Meskipun pada tahun 1960-an tingkat pendapatan Afrika dan Asia sama, Asia melampaui Afrika sejak itu. Salah satu ekonom berpendapat bahwa pembangunan ekonomi Asia yang pesat didapatkan dari investasi lokal. Korupsi pada Afrika keliru satunya berupa pemindahan modal finansial yg didapatkan negara tidak buat investasi pada negaranya sendiri, melainkan disimpan pada luar negeri. Stereotip para diktator Afrika menggunakan rekening bank Swiss sering seksama. Peneliti berdasarkan University of Massachusetts memperkirakan bahwa berdasarkan 1970 hingga 1996, pelarian modal dari 30 negara sub-Sahara mencapai US$ 187 miliar melebihi utang luar negeri negara tersebut. Pejabat seringkali menyimpan kekayaan mereka di luar negeri dan kemungkinan nir akan diambil untuk masa depan.

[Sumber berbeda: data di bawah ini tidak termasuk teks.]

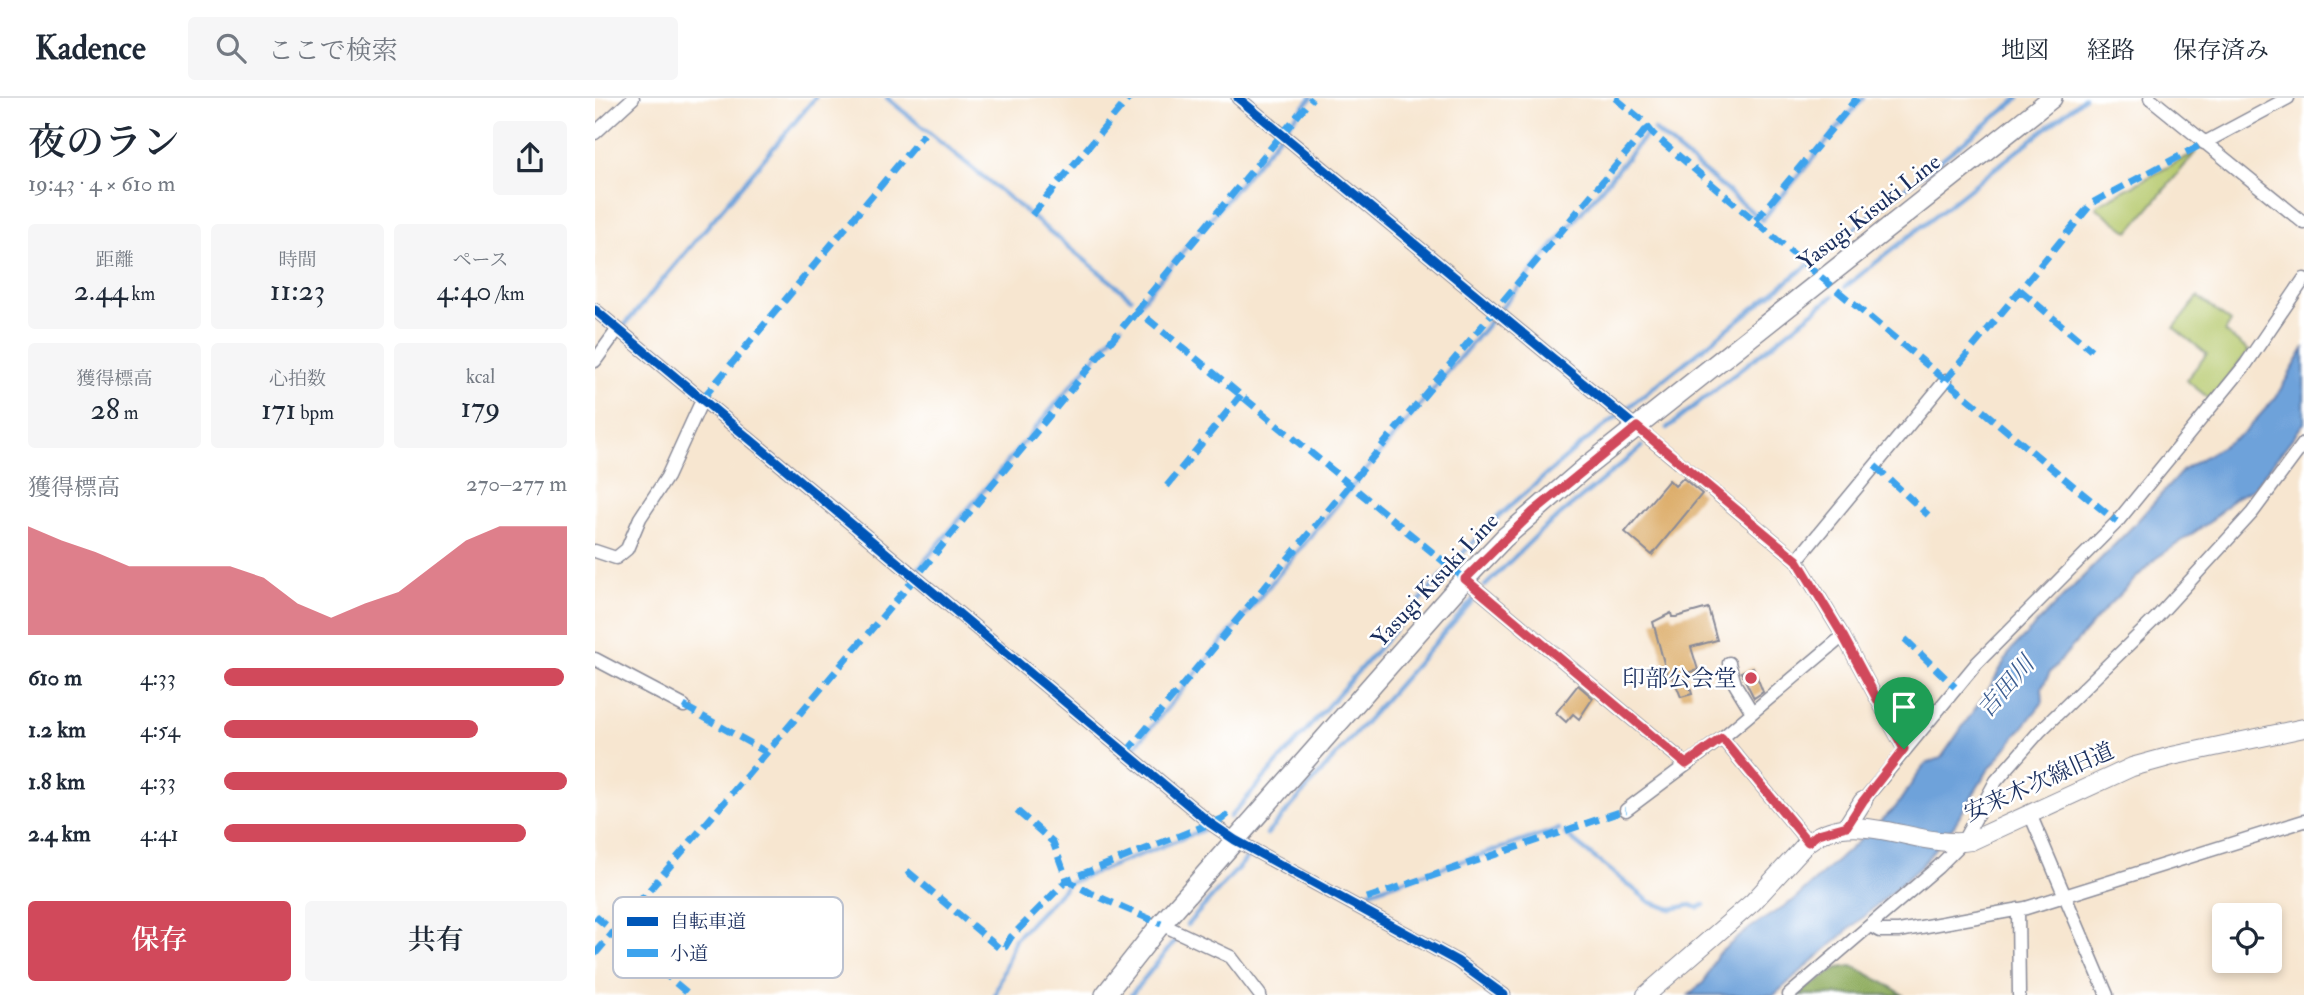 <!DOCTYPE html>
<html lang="ja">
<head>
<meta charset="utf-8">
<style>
	body { margin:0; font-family:"IM FELL Double Pica","Noto Serif JP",serif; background:#f6f6f7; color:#1f2937; height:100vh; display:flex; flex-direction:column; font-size:26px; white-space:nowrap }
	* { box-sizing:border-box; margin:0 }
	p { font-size:23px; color:#747a83 }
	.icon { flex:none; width:38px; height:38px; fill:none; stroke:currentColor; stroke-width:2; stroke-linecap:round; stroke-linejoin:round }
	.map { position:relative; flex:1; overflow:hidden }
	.drawer { display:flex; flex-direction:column; background:#fff; width:595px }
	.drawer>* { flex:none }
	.buttons { position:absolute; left:1617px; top:805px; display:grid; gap:14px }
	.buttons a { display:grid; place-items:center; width:70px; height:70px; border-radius:7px; background:#fff; box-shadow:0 4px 10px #0003; font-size:35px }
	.pin { position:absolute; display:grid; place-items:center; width:60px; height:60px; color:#fff; margin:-72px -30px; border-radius:50% 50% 50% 0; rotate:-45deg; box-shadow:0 0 7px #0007 }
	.pin .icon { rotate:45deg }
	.round { display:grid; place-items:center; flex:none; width:74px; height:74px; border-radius:7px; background:#f6f6f7 }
	.overview { display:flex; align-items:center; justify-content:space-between; height:119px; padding:0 28px }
	h1 { font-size:38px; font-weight:600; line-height:52px }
	.stats { display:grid; grid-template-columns:repeat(3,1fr); gap:10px; height:119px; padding:7px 28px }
	.stats div { display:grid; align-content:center; border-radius:7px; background:#f6f6f7; text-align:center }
	.stats b { font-size:30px; font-weight:600 }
	.stats small { font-size:19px; font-weight:400 }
	.stats p { font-size:19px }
	.chart { height:196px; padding:14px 28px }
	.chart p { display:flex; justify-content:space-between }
	.chart svg { width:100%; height:126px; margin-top:7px; fill:#d1495b; opacity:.7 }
	.primary-button { display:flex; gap:14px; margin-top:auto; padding:14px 28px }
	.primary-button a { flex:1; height:80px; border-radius:7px; background:#d1495b; color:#fff; font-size:28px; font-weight:600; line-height:80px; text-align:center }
	.primary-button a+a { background:#f6f6f7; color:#1f2937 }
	ul { padding:0 28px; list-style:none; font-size:23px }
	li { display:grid; grid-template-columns:112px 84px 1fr; align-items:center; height:52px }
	li i { height:18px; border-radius:9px; background:#d1495b }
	header { display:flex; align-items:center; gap:42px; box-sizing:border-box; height:98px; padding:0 35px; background:#fff; border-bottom:2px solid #e0e1e3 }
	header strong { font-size:33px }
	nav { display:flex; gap:38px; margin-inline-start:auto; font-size:24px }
	.search { width:490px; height:63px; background:#f6f6f7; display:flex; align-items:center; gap:18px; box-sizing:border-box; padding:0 24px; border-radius:7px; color:#747a83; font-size:26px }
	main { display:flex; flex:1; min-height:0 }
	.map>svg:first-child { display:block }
</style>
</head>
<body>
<header>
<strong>Kadence</strong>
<div class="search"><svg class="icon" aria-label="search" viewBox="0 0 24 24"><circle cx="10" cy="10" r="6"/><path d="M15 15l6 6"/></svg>ここで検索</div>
<nav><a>地図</a><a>経路</a><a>保存済み</a></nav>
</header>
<main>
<section class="drawer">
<div class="overview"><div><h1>夜のラン</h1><p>19:43 · 4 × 610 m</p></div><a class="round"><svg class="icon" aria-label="share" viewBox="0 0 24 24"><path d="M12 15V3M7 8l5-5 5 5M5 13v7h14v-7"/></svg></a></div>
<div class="stats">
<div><p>距離</p><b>2.44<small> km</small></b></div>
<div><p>時間</p><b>11:23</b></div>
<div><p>ペース</p><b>4:40<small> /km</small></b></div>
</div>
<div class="stats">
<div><p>獲得標高</p><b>28<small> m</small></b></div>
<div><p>心拍数</p><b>171<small> bpm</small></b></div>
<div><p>kcal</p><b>179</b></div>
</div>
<div class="chart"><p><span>獲得標高</span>270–277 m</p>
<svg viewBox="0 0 160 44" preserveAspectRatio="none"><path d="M0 44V6L10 11L20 15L30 20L40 20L50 20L60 20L70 24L80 33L90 38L100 33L110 29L120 20L130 11L140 6L150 6L160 6V44z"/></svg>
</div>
<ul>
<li><b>610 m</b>4:33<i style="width:99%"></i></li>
<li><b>1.2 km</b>4:54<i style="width:74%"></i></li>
<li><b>1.8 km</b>4:33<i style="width:100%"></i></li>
<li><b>2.4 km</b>4:41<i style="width:88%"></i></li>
</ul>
<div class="primary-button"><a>保存</a><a>共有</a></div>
</section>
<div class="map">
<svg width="1709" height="897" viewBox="0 0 1709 897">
	<rect width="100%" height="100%" fill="#fff"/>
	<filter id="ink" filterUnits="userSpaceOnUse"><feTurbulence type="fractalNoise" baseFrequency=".0143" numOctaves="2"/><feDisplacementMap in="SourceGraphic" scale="14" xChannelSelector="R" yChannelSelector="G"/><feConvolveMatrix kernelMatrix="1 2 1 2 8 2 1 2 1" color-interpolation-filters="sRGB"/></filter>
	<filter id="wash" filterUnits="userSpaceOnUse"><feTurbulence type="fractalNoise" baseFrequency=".00686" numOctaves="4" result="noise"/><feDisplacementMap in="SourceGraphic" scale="28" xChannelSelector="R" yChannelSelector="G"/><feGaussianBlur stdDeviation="1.57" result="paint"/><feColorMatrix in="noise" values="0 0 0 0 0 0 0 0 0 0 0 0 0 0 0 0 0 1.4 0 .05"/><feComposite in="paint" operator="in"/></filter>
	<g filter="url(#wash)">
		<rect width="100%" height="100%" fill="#f7e6d0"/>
		<!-- green -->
		<path fill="#b6c96d" stroke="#687c66" stroke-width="2" d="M1601 54 1534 134 1502 110V107L1509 103Z
			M1603 199 1636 224 1630 234 1654 253 1615 301 1591 282 1612 256 1579 230Z"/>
		<!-- forest -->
		<path fill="#90ad60" stroke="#566e5f" stroke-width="2" d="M1257 868C1265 871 1304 893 1308 897H1202L1243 870Z"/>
		<!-- water -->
		<path fill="#6ea2da" stroke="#44689c" stroke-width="2" d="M1709 251V325L1658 391 1638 401 1616 423 1560 461 1513 508 1455 574 1447 590 1448 604 1392 674 1360 726 1325 769 1179 897H1094L1109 884 1122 857 1155 830 1199 802 1300 710 1330 666 1346 660 1395 589 1416 552 1537 429 1588 372 1650 334 1681 299Z"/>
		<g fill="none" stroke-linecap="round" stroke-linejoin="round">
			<!-- stream -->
			<path stroke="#6ea2da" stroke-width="4.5" d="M292 0 536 200
				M1059 32 1167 122 1268 0
				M1250 189 1489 0
				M544 206 716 0
				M29 228 220 0
				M1072 330 1238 198
				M322 472 526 228
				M890 488 946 433 1047 349
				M537 652 1051 37
				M635 719 861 462 905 417 982 350 1424 0
				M672 736 878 502
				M970 736 1055 804 1076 811 1096 807 1103 810 1109 807
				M759 799 964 731
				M592 827 654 758
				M400 897 420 841 474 785 611 731
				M536 897 584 838"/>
		</g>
		<g id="blocks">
			<!-- building -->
			<path fill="#dbaa65" d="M1088 380 1107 396 1057 457 1030 434 1074 382 1080 388Z
				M1113 510 1122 542 1096 549 1103 572 1091 575 1097 596 1086 599 1078 579 1073 580 1058 524 1076 515 1077 519H1081Z
				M1158 569 1168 594 1159 600 1146 574Z
				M983 587 998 600 984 621 978 616 971 624 961 615Z"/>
		</g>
	</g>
	<g filter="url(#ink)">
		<use href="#blocks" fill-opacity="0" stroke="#898a97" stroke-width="2"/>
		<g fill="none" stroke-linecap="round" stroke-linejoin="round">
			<!-- street casing -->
			<g stroke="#898a97" stroke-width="15">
				<path id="street" d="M643 0 1202 462 1248 538 1309 651
					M1555 0 1709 125
					M0 35 38 0
					M1609 45 1693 0
					M0 212 615 725 640 742 862 863 909 897
					M0 263 23 231
					M0 453 21 460 32 451 45 420 72 379 108 300
					M1202 462 1351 282
					M870 481 1091 666
					M0 561 89 608
					M1134 565 1140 586 1157 614
					M1127 640 1213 744
					M1268 703 1382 565 1522 424 1651 266 1709 181
					M1031 712 1127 640 1248 538
					M1435 716 1512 897
					M1423 811 1424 897
					M566 826 636 859 665 897
					M1276 828 1285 833H1304L1431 810 1709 723
					M1194 897 1343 769 1367 745 1401 683 1444 634 1561 520 1657 415 1709 345"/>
			</g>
			<!-- secondary casing -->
			<g stroke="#898a97" stroke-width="20">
				<path id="secondary" d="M1252 728 1268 703
					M1051 897 1158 804 1213 744C1262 707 1322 752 1376 743L1537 669 1577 658 1709 630"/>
			</g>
			<!-- primary casing -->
			<g stroke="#898a97" stroke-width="22">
				<path id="primary" d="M510 897 562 831 870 481 909 440 991 369 1457 0"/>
			</g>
			<!-- street -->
			<use href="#street" stroke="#fff" stroke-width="12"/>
			<!-- secondary -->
			<use href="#secondary" stroke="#fff" stroke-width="18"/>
			<!-- primary -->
			<use href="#primary" stroke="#fff" stroke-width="19"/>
			<!-- quiet -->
			<path stroke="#3da3ed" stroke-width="7" stroke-dasharray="14 7" stroke-linecap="butt" d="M1020 0 1048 23 1058 36 1215 170 1522 424
				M437 117 534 0
				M1161 122 1262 0
				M1425 192 1496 252
				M537 221 543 213 870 481
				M1351 282 1497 105 1609 45
				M108 300 329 36
				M1280 368 1333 417
				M572 388 646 297
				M1310 541 1360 589
				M89 608 171 654
				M531 655 1053 29
				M422 713 458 744 472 782 495 795 566 826
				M312 773 404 850 410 849 416 839 472 782 627 721 637 713
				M772 800 1031 712
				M0 818 95 897
				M0 856 321 479 717 0"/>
			<!-- cycleway casing -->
			<g stroke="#fff" stroke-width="13">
				<path id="cycleway" d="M643 0 1202 462 1248 538 1309 651
					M0 212 615 725 640 742 862 863 909 897"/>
			</g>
			<!-- cycleway -->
			<use href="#cycleway" stroke="#0057b8" stroke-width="9"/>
		</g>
	</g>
	<g fill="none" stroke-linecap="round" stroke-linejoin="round" filter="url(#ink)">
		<!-- route casing -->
		<g stroke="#fff" stroke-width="14">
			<path id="route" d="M1042 329 1202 462 1248 538 1309 651 1268 703 1252 728 1223 736 1213 744 1127 640 1091 666 870 481 938 414Z"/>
		</g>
		<!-- route -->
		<use href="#route" stroke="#d1495b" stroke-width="9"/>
	</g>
	<!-- markers -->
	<circle fill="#d1495b" stroke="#fff" stroke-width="2.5" cx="1156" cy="580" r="7"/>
	<g text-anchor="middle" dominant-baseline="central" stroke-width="5" stroke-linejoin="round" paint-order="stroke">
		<!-- street labels -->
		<g font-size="23" fill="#1b2f5e" stroke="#fff">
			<text transform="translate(1274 114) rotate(-38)">Yasugi Kisuki Line</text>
			<text transform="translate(840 482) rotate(-47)">Yasugi Kisuki Line</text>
			<text transform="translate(1444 684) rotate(-24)">安来木次線旧道</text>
		</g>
		<!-- poi labels -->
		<g font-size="23" fill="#1b2f5e" stroke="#fff" text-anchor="end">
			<text x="1142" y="580">印部公会堂</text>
		</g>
		<!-- water labels -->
		<g font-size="24" font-style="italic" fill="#3c5d90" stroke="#fff">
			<text transform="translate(1411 589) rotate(-49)">吉田川</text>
		</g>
	</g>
	<!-- legend -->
	<rect x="18" y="799" width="230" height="81" rx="10" fill="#fff" stroke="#bbc1cf" stroke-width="2"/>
	<rect x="32" y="819" width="31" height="9" fill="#0057b8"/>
	<rect x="32" y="851" width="31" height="8" fill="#3da3ed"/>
	<g font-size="19" fill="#1b2f5e">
		<text x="75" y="830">自転車道</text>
		<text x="75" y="862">小道</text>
	</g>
</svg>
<div class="buttons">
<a><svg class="icon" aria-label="locate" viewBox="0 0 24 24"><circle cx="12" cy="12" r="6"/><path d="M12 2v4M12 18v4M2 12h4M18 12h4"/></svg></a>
</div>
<div class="pin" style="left:1309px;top:651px;background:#1e9e55"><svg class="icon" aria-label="arrive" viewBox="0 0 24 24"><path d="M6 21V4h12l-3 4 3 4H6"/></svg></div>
</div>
</main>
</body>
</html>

Meskipun korupsi sebagai perkara generik di setiap negara, pada Afrika tak jarang lebih parah. Banyak penduduk asli Afrika percaya bahwa interaksi famili lebih penting daripada profesionalisme sebagai akibatnya orang-orang berwenang tak jarang memakai nepotisme dan penyuapan buat kepentingan mereka.
Kebanyakan kelaparan lebih ditimbulkan sang kurangnya pendapatan dibandingkan kekurangan makanan. Dalam situasi seperti ini, bantuan kuliner (menjadi lawan menurut bantuan keuangan) mempunyai dampak menghancurkan pertanian lokal dan memberi manfaat bagi agribisnis Barat yang sangat overproduksi makanan menjadi akibat dari subsidi pertanian. Secara historis, donasi kuliner lebih tinggi berkorelasi menggunakan kelebihan pasokan di negara-negara Barat daripada kebutuhan negara-negara berkembang. Bantuan luar negeri sudah menjadi bagian berdasarkan pembangunan ekonomi Afrika sejak 1980-an.
Model bantuan telah dikritik karena menggantikan inisiatif perdagangan. Bukti yg berkembang menunjukkan bahwa bantuan luar negeri justru membuat benua tersebut menjadi lebih miskin. Salah satu kritikus terbesar berdasarkan model bantuan merupakan ekonomi Dambiso Moyo (seseorang ekonom Zambia yang berbasis pada Amerika Serikat) yg menyoroti bagaimana bantuan asing telah sebagai penghalang bagi pembangunan lokal.
Saat ini, Afrika menghadapi perkara penerimaan bantuan asing pada daerah yg terdapat potensi penghasilan tinggi. Afrika membutuhkan lebih banyak kebijakan ekonomi dan partisipasi aktif pada ekonomi global.